# Best type of black sand for a Cory tank



## WVDiscGolfer (Nov 29, 2011)

Hey guys I'm about to start a 20g high planted cory tank. I am using eco-complete plant substrate and want to cap it with black sand. I've read about play sand, regular aquarium sand, pool filter sand, FBS, blasting abrasive, etc and I'm just looking for opinions.

Thanks,
wvdg


----------



## kirlo357 (Aug 9, 2011)

I don't know if it's the best, lol, but I have been using black Esetes Ceramaquartz for about 8 months now. I have happy cories and they are always foraging around-as well as happy CPO's and loaches. Seems to be pretty ground-dweller friendly.  I found the supplier nearest me on this site http://www.permacolorquartz.com/pool.html
and I think it was $30 for a #50lb bag. 
It sinks easily, didn't cloud my water and wasn't oily at all. It is very fine, but I never find it in my filters. The loaches love to dig in it, and the plants stay rooted. That's my experience anyway.


----------



## amcoffeegirl (May 26, 2009)

During wc's do you stir up the sand on purpose like with gravel. or how do you prevent the backflow from the siphon from messing up the whole scape?


----------



## IxIBluepitIxI (Jan 25, 2011)

Get yourself a product called Black Diamond it is sold at most supply stores as blasting media. Get the lower grain stuff 20-30 higher grain would work too. It sinks doesn't leave particles or media floating in your water column and it look great. Its soft to the touch under water so your corys while love it. I rinsed mine but have read that other just threw it in the tank with the same results as if they didn't go through the rising process.

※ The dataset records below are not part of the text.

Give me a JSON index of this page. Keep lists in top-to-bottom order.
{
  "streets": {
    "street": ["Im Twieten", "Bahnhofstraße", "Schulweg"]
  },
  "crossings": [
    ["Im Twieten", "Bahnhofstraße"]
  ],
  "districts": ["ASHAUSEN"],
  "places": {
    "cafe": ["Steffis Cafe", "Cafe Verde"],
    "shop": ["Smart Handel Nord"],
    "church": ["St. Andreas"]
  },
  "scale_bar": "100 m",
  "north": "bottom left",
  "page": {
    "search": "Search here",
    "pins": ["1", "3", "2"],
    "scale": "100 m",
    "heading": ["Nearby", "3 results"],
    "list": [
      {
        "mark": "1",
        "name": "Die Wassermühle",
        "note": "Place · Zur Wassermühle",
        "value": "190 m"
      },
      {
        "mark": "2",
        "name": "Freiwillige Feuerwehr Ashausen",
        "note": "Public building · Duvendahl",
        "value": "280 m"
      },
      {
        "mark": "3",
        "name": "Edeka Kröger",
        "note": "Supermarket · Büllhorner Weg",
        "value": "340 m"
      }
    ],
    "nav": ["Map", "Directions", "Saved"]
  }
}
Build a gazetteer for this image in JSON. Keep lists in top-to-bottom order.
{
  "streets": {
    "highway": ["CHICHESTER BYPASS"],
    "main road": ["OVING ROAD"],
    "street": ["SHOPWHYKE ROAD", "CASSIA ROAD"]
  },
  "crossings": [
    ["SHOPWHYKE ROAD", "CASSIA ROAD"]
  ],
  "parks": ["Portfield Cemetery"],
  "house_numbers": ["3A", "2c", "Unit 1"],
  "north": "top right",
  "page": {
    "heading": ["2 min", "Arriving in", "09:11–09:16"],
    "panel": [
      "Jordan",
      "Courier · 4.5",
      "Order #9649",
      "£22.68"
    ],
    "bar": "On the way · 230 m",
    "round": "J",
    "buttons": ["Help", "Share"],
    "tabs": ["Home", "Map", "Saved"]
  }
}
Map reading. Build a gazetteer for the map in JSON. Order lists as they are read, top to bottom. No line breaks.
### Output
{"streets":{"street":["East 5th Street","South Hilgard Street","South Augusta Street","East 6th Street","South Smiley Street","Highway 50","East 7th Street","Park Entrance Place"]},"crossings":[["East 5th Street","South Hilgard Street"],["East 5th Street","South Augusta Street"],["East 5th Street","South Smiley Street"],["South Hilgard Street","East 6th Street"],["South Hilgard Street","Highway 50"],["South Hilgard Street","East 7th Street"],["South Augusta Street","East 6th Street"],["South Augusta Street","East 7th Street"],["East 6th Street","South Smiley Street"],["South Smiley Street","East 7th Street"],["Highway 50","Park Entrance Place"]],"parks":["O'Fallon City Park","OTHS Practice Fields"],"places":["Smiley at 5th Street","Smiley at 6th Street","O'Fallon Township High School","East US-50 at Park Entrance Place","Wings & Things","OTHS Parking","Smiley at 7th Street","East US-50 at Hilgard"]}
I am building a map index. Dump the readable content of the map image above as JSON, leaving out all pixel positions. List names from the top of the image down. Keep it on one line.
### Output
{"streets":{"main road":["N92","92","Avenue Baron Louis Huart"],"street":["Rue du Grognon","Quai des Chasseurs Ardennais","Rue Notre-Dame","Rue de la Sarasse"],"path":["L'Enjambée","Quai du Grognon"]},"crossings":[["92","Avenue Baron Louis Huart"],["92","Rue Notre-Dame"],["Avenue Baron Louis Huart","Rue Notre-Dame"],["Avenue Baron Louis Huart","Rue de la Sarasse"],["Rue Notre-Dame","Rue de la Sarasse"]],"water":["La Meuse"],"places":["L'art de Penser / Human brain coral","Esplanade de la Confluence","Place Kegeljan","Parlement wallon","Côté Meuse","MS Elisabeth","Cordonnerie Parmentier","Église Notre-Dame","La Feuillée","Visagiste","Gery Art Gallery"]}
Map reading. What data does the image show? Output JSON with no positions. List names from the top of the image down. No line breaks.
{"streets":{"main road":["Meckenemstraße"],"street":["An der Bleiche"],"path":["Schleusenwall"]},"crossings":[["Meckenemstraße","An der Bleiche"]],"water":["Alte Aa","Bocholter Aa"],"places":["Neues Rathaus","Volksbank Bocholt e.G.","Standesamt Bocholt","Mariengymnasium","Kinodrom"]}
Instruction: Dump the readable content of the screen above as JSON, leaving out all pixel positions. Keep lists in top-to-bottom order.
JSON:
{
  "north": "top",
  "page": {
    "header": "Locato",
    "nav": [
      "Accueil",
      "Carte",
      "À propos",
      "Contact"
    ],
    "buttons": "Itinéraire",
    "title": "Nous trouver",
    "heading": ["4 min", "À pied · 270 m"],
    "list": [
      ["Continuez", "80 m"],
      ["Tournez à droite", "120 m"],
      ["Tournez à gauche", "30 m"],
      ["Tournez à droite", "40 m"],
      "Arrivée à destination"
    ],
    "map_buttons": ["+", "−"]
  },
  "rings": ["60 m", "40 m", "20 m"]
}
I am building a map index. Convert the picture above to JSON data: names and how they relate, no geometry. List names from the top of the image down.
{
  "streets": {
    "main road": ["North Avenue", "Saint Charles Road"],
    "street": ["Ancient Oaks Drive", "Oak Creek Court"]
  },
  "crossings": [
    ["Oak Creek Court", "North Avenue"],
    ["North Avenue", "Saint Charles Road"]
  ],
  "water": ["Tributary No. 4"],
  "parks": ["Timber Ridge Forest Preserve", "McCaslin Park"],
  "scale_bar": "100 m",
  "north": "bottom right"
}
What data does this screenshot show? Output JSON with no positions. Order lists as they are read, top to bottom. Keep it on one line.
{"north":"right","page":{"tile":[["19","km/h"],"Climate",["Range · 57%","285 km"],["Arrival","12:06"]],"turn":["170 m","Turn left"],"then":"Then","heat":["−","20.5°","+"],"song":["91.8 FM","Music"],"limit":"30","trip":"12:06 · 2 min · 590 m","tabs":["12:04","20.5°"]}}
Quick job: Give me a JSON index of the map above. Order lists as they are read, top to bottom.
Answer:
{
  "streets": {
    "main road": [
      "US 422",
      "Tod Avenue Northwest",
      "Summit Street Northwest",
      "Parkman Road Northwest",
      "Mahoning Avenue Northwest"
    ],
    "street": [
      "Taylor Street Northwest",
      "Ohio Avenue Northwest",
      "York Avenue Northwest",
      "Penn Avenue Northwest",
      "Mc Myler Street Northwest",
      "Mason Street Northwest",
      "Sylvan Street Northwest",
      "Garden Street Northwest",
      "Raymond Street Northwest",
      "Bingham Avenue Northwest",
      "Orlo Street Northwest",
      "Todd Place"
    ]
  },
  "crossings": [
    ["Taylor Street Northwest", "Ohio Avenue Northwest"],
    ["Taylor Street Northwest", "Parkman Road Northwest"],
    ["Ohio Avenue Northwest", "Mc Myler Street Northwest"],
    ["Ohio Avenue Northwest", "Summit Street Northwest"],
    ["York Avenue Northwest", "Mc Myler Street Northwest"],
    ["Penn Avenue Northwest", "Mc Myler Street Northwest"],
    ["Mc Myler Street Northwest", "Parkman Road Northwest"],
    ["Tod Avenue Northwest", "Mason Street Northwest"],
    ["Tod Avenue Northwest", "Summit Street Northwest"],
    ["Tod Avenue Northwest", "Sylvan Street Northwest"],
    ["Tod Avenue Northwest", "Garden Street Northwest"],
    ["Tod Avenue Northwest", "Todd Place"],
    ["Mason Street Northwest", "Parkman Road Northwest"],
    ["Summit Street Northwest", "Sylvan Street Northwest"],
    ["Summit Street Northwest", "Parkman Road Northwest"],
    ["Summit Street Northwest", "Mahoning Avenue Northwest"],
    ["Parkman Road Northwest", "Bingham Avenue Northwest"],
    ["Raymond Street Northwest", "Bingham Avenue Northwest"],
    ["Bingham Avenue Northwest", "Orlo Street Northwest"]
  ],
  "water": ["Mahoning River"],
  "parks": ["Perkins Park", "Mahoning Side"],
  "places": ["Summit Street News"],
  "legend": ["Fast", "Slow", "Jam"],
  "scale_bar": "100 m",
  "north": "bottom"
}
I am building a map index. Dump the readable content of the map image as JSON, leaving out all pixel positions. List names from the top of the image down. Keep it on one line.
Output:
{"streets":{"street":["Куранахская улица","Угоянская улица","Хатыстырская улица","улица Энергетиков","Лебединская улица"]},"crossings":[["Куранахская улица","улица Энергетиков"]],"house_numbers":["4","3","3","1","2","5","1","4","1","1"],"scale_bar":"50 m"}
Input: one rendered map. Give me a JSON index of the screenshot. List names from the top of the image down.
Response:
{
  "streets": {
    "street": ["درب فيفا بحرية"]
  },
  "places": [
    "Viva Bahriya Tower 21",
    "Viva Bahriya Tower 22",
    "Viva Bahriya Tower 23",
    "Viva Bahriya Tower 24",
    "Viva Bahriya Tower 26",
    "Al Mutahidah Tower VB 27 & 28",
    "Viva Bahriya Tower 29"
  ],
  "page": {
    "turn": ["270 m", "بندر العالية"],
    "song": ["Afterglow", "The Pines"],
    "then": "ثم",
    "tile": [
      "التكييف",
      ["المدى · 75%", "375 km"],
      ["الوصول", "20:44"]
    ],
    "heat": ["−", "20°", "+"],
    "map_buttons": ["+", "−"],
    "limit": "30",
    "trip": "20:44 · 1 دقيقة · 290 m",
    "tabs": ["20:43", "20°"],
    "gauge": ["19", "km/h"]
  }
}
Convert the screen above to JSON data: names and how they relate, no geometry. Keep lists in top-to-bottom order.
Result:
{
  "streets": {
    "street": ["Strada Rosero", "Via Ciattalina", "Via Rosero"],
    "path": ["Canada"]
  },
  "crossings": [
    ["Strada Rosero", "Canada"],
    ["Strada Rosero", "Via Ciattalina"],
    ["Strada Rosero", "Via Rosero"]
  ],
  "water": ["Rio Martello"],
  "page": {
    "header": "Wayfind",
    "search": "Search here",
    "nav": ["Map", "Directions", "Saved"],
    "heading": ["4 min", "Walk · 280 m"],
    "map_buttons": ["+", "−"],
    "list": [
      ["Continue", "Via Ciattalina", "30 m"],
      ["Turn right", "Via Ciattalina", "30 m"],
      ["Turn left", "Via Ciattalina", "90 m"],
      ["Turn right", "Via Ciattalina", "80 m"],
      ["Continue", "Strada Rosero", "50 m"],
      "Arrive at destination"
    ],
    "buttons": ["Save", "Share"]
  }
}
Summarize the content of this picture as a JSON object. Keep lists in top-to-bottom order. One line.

If you can find a supplier Black Diamond is around 8 dollars for a 50lb. bag.


----------



## WVDiscGolfer (Nov 29, 2011)

IxIBluepitIxI said:


> Get yourself a product called Black Diamond it is sold at most supply stores as blasting media. Get the lower grain stuff 20-30 higher grain would work too. It sinks doesn't leave particles or media floating in your water column and it look great. Its soft to the touch under water so your corys while love it. I rinsed mine but have read that other just threw it in the tank with the same results as if they didn't go through the rising process.
> 
> If you can find a supplier Black Diamond is around 8 dollars for a 50lb. bag.


Thanks for the recommendation. I found another thread full of folks touting this stuff and there's a Tractor Supply within 30min from me so I think I'll try it. I think the grit size most people said worked well is the 20-40.


----------



## Daximus (Oct 19, 2011)

WVDiscGolfer said:


> Thanks for the recommendation. I found another thread full of folks touting this stuff and there's a Tractor Supply within 30min from me so I think I'll try it. I think the grit size most people said worked well is the 20-40.


Yup, I'm using it...awesome stuff.

And yes, you want the 20/40. It's the largest size, closest to sand, the 40/80 is too fine...kinda dust like. Mine didn't need rinsing, but sometimes it does.


----------



## WVDiscGolfer (Nov 29, 2011)

Daximus said:


> Mine didn't need rinsing, but sometimes it does.


Ok thanks. I think I'll probably take a chance and go without rinsing. I need to cycle it anyway and I'm guessing the cloudiness would disappear before it's ready for cories.


----------



## Daximus (Oct 19, 2011)

WVDiscGolfer said:


> Ok thanks. I think I'll probably take a chance and go without rinsing. I need to cycle it anyway and I'm guessing the cloudiness would disappear before it's ready for cories.


It will be fine after 5-6 hours.


----------



## chansman (Oct 25, 2011)

+1 on the Black Diamond. My green cories are doing well in it.


----------



## WVDiscGolfer (Nov 29, 2011)

Ok thanks. I added Eco-complete and the black diamond blasting sand and there was very little clouding. The water was clear in a few hours like Daximus said. Time to start planting and cycling.


----------